Wednesday, February 25, 2009

This part is not so much fun...

This is the bit I have been dreading, this is the part that fills me with fear and anxiety. This is the bit when I tell myself that this was all a terrible idea, this is the bit when I want to run away.
I know I am over reacting and being a tad melodramatic (which is something I am very capable at, I know), but I don't like this bit. He is sick. We're all sick, actually. But him being sick is where I feel the most helpless. It's only a cold; it's only a bit of a dry cough, and a stuffy nose, and a little bit of crankiness. It's only saline drops and bulb suctioning, but I hate it. He gets so upset, and wails and wails. Poor wee man.

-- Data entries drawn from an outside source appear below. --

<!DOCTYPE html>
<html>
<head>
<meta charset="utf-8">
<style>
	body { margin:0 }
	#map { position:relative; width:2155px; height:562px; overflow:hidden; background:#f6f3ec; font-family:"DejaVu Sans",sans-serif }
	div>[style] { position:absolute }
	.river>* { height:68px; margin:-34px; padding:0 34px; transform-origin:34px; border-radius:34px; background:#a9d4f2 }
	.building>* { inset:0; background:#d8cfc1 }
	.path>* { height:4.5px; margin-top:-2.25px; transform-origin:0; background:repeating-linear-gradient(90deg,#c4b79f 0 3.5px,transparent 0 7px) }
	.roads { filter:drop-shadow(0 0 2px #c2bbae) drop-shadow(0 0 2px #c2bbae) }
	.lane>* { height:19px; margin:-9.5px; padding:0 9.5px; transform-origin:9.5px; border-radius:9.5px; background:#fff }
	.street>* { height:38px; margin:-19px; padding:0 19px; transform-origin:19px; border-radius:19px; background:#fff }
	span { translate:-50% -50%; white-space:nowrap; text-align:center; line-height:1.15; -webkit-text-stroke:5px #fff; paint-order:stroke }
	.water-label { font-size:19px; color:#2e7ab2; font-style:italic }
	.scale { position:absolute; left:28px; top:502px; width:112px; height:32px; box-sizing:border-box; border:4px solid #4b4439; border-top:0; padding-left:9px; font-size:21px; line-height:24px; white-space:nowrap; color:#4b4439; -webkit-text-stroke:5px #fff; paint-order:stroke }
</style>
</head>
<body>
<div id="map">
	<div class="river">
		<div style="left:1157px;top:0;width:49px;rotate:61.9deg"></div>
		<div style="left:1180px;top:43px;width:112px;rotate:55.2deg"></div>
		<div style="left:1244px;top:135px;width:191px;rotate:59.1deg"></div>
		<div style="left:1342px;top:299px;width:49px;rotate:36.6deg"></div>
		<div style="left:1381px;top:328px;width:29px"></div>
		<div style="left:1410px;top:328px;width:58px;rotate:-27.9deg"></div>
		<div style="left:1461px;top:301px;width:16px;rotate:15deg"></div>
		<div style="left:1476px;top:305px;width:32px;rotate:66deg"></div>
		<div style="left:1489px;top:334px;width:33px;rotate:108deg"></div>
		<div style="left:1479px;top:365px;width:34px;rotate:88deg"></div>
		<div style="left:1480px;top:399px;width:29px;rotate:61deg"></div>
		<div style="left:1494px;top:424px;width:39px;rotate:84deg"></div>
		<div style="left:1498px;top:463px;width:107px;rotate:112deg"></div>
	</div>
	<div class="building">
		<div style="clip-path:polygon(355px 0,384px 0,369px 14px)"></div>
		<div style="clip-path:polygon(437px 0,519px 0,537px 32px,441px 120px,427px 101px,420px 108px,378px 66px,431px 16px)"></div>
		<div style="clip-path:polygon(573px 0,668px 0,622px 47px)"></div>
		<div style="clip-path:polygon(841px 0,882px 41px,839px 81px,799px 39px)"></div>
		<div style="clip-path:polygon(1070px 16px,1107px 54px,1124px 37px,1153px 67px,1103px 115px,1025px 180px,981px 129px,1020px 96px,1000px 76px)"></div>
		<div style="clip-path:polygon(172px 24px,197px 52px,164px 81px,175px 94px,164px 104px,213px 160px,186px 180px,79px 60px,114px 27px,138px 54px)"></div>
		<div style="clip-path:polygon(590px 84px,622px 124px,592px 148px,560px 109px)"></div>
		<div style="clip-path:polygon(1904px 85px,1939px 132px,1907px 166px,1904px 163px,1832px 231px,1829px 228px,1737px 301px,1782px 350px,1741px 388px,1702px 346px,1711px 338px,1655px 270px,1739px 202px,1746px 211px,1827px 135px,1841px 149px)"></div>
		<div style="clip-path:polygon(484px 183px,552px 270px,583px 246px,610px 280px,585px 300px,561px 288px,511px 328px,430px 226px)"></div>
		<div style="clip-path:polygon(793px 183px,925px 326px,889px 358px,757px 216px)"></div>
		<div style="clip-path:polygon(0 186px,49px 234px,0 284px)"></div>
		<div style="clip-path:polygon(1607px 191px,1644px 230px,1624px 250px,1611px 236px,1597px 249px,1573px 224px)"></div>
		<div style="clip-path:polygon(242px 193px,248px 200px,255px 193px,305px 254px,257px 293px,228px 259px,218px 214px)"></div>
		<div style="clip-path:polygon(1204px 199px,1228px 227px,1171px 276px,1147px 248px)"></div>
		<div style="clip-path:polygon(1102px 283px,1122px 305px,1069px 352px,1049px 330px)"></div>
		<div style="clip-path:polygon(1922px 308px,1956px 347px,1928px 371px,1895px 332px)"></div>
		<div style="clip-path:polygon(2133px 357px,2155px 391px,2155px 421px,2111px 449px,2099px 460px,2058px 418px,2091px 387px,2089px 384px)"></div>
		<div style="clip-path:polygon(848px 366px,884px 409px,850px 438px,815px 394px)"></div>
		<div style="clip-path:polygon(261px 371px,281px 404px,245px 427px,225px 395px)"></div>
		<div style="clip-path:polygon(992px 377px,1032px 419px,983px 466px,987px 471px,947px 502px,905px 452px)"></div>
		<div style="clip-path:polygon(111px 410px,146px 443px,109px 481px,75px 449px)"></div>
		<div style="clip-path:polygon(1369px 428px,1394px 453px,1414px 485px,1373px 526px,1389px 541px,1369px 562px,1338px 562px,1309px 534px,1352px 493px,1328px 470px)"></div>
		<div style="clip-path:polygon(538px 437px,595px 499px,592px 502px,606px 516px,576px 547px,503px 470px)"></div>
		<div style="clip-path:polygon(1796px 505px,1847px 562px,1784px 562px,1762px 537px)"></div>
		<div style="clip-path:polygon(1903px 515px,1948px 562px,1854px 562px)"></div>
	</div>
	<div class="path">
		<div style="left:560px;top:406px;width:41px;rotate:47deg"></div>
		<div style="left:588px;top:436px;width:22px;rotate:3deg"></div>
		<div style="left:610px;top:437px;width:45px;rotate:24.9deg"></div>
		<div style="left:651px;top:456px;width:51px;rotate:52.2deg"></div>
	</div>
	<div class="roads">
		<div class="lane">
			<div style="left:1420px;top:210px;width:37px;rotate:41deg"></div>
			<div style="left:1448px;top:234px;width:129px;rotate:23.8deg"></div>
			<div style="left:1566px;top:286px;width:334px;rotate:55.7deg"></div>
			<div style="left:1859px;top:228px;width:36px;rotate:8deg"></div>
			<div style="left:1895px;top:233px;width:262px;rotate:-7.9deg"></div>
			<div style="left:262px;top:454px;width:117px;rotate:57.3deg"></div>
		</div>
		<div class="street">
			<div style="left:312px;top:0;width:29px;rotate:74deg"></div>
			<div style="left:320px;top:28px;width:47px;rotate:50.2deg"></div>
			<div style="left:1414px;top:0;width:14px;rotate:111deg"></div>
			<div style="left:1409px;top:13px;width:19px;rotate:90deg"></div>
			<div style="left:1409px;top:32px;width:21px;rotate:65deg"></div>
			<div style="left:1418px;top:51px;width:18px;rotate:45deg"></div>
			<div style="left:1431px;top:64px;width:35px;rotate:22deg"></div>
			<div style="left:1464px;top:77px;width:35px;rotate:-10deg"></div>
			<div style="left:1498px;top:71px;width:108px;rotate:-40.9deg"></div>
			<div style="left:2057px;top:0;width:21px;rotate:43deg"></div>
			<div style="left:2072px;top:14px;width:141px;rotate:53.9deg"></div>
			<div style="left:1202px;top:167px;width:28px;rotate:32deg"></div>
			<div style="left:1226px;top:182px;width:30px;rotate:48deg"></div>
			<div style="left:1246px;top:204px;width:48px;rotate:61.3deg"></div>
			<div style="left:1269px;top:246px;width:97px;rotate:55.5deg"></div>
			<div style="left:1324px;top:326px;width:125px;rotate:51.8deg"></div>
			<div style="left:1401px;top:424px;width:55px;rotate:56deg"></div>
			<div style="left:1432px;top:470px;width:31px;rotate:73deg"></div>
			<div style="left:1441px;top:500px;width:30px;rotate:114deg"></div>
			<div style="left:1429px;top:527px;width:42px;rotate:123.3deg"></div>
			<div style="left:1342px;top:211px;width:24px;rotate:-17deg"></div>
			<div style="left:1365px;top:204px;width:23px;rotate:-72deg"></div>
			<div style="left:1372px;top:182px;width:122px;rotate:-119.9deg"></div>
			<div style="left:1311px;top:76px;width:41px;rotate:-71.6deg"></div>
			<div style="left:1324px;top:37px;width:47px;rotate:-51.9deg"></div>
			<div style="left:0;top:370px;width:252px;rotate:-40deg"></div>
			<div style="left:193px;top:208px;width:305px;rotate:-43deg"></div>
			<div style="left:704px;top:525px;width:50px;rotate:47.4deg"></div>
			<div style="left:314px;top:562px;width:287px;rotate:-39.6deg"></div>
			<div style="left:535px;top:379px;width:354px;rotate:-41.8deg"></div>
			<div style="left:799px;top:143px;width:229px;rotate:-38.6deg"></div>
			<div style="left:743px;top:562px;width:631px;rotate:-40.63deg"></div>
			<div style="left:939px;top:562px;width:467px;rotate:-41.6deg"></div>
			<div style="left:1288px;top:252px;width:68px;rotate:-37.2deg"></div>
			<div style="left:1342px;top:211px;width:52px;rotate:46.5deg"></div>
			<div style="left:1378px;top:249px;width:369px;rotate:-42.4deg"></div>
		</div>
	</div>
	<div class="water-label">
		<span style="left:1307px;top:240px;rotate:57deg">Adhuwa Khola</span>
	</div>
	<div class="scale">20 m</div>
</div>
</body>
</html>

Of course, I have visions of being admitted with dehydration, pneumonia, or RSV (or both) running thru my head. That and being a helpless Nelly-girl parent freaking out and in need of hand-holding. But hey, there it is. Visions of respiratory isolation and oxygen requirements.
Of course none of his current symptoms indicate that any of these things are necessary or in play. In reality all he has is a stuffy nose which needs sucking out before he feeds so he can breathe clearly, and some additional time to feed. So far, it's really a cake walk. He isn't dehydrated, he isn't in respiratory distress, or showing any other negative findings (BBS = CTA, + Upper Respiratory congestion, RR 40 @ rest, HHR +/- 110 @ rest, CRT < / = 3 sec, Mucous membranes; moist/pink). Which does make me feel better, I guess.
I know that they get sick, I had just hoped it wouldn't be until he was 12 or so. I guess my feeling like crap just compounds things. Ugh.
We all have it. Daddy, Abba, Jacob & even Bo-Bo. He was supposed to have his 3 month vaccinations today, but we'll push that forward to Tuesday. Hopefully we'll all be feeling more up to it by then.